Caminaba sola en la obscuridad tétrica del hospital. Cuando escuché su voz.

-Supe que aceptaste la invitación del fósil ese que te sigue a donde vayas- era James- descuida, el no está aquí y tu amiga está a salvo, lejos de ti.

-¿Qué quieres?- pregunté repentinamente irritada- No te tengo miedo.

-Eso es algo seguro- respondió- me habría gustado mucho hacer esto más interesante, pero no puedo, el viejo ese no me lo permite.

Lo miré incrédula y él me sonrió coquetamente.

Entonces algo lo aventó en la dirección contraria a la que me encontraba. Era el, mi abuelito.

-¡Te advertí, no te acerques a ella!, ¡Es mía!

Comenzaron a pelear, últimamente solo hacen eso. Y entonces el viejito aulló de dolor.

-¡Alice corré!- siseó- ¡Vete de aqui!

Supe en ese momento que moriría, así que mientras más pudiera vivir sería mejor.

No lo pensé dos veces y corrí tan rápido como pude.

Pasaron varias horas y deje de correr, solo caminaba sin rumbo fijo y entonces una fría mano de hierro me tapó la boca.
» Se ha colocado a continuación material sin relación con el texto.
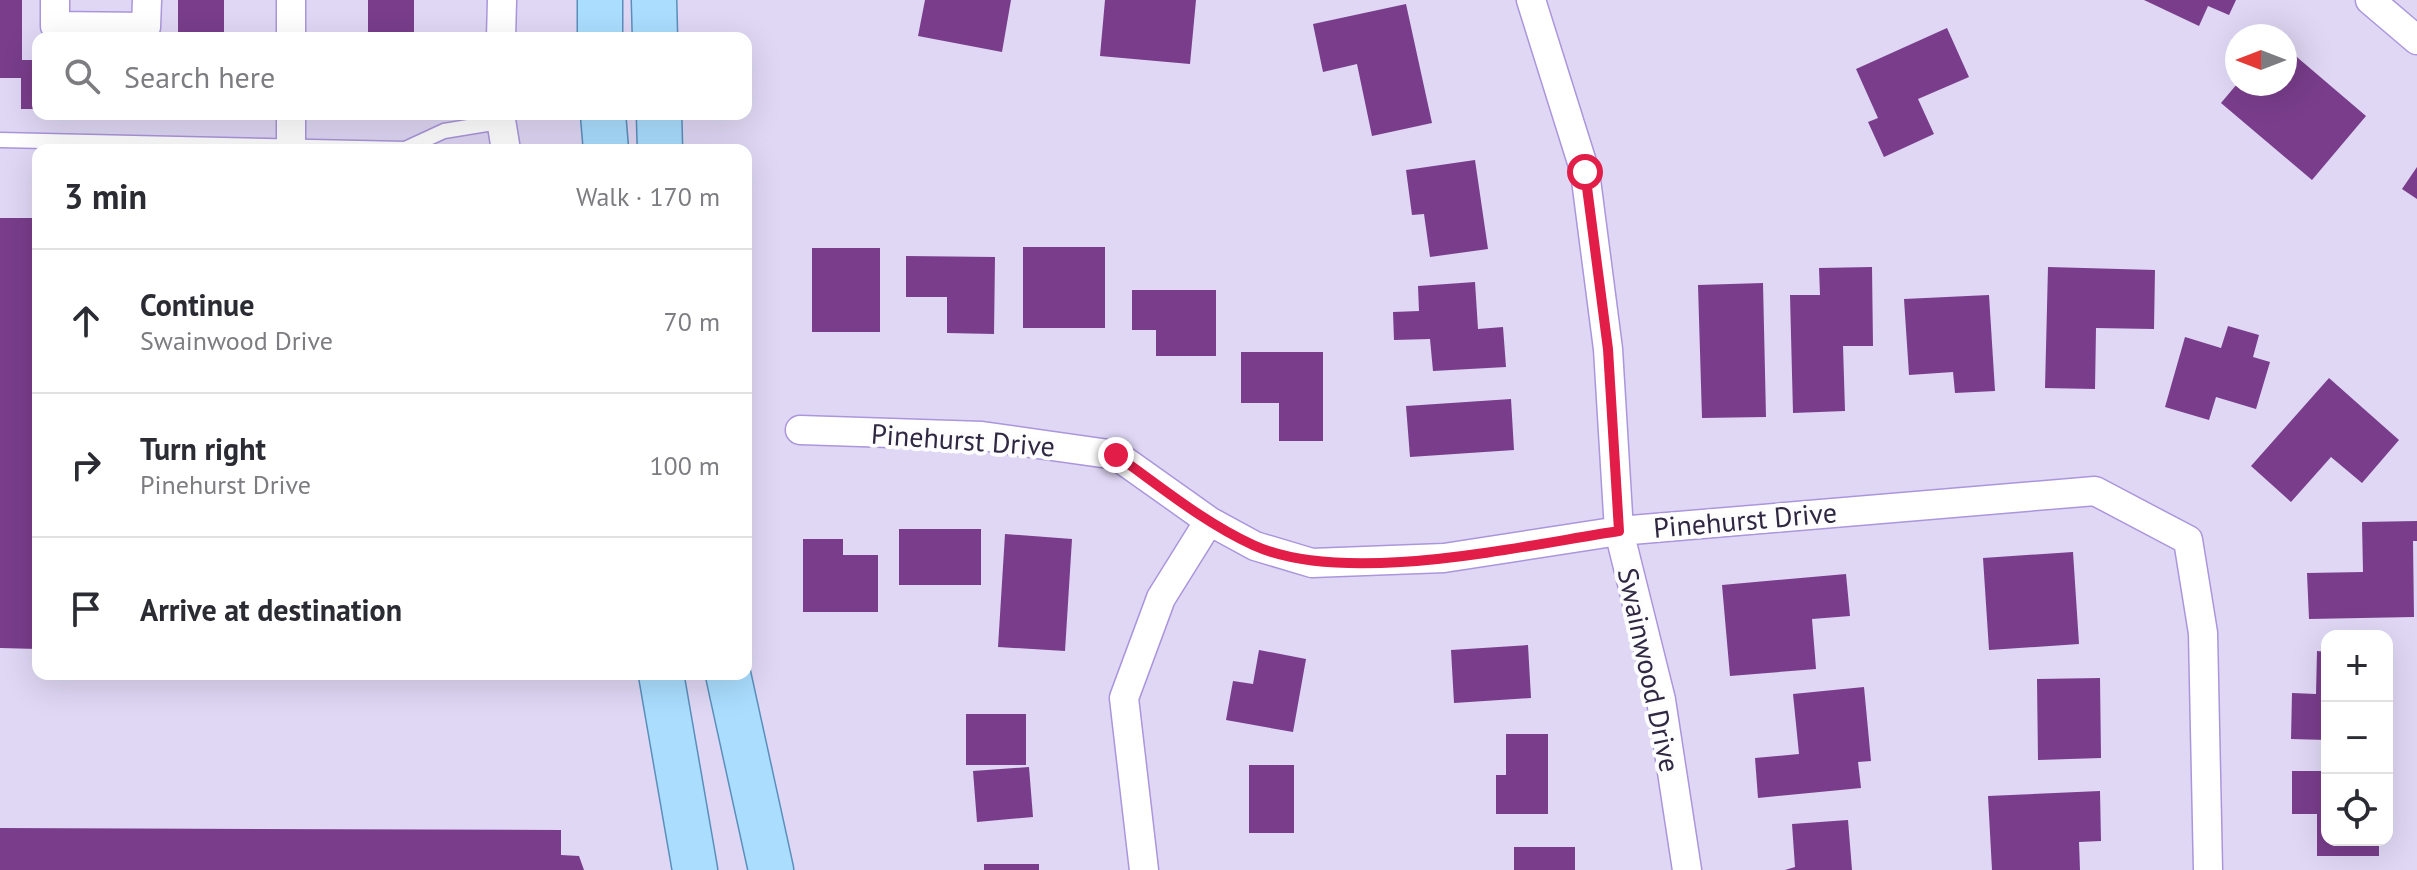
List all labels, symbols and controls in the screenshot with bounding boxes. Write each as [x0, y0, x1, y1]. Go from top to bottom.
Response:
north arrow [2225, 24, 2297, 96]
search box [32, 32, 752, 120]
icon: search [60, 54, 104, 98]
text: Search here [124, 57, 275, 96]
route start [1567, 154, 1603, 190]
text: 3 min [64, 174, 147, 218]
text: Walk · 170 m [576, 180, 720, 213]
text: Continue [140, 285, 254, 324]
icon: ahead [64, 299, 108, 343]
text: 70 m [664, 305, 720, 338]
text: Swainwood Drive [140, 324, 333, 357]
street label: Pinehurst Drive [870, 415, 1056, 464]
text: Turn right [140, 429, 266, 468]
route end [1098, 437, 1134, 473]
icon: right [64, 443, 108, 487]
text: 100 m [649, 449, 720, 482]
text: Pinehurst Drive [140, 468, 311, 501]
street label: Pinehurst Drive [1652, 493, 1838, 546]
street label: Swainwood Drive [1610, 564, 1689, 775]
icon: arrive [64, 587, 108, 631]
text: Arrive at destination [140, 590, 402, 629]
map controls [2321, 630, 2393, 846]
button: + [2321, 630, 2393, 702]
button: − [2321, 702, 2393, 774]
button: locate [2321, 774, 2393, 846]

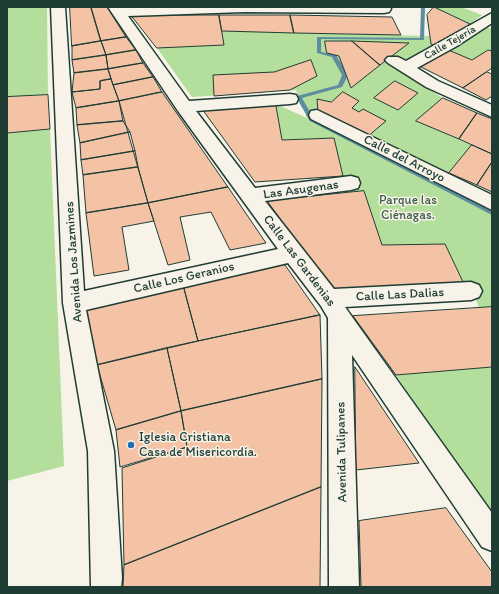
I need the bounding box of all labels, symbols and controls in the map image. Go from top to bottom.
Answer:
street label: Calle Tejería [422,23,478,63]
street label: Calle del Arroyo [361,132,447,186]
street label: Las Asugenas [262,177,340,203]
park label: Parque las Ciénagas. [379,193,437,224]
street label: Avenida Los Jazmines [62,201,86,323]
street label: Calle Las Gardenias [259,212,339,310]
street label: Calle Los Geranios [132,259,236,297]
street label: Calle Las Dalias [355,285,445,305]
street label: Avenida Tulipanes [333,402,351,502]
place label: Iglesia Cristiana Casa de Misericordía. [139,430,257,461]
marker: Iglesia Cristiana Casa de Misericordía. [126,440,136,450]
Me retorcí en un intento de ver quien me atacaba.

-Contrólate, soy yo- me dijo la voz familiar del viejito.

Me soltó y me giré para mirarlo.

-¿Acabaste con él?

-No, no lo lograré. La mujer que lo acompaña es brutal.

-¿Qué?- pregunté con lágrimas en desbordándose por mis mejillas.

-Lo siento, solo hay una forma de salvarte y debes confiar en mí.

-Lo haré

-Te quiero mi niña...

-También te quiero...abuelito

Siempre supe que eso le dolería, pero debía saber que yo solo lo veía así.

Entonces se inclinó hacia mi cuello y sentí el momento en que sus afilados dientes penetraron dolorosamente en mi frágil piel de humana. Comencé a gritar y llorar con desesperación. Con el paso del tiempo sus dientes dejaron de aplicar presión y se separó de mi. Pero un dolor que quemaba en mi interior comenzó a extenderse por mi cuerpo, pero para mí era como los electrochoques a los que tanto estaba acostumbrada.

Así que después oí el ruido familiar que hacen él y el rastreador cada vez que pelean y vi claramente como él y su compañera se iban sobre mi abuelito y lo desmembraban parte por parte. Después de eso supe que estaba sola."

-Sola, pero libre- mascullé- y con el hombre que amo, al único que he amado y amaré.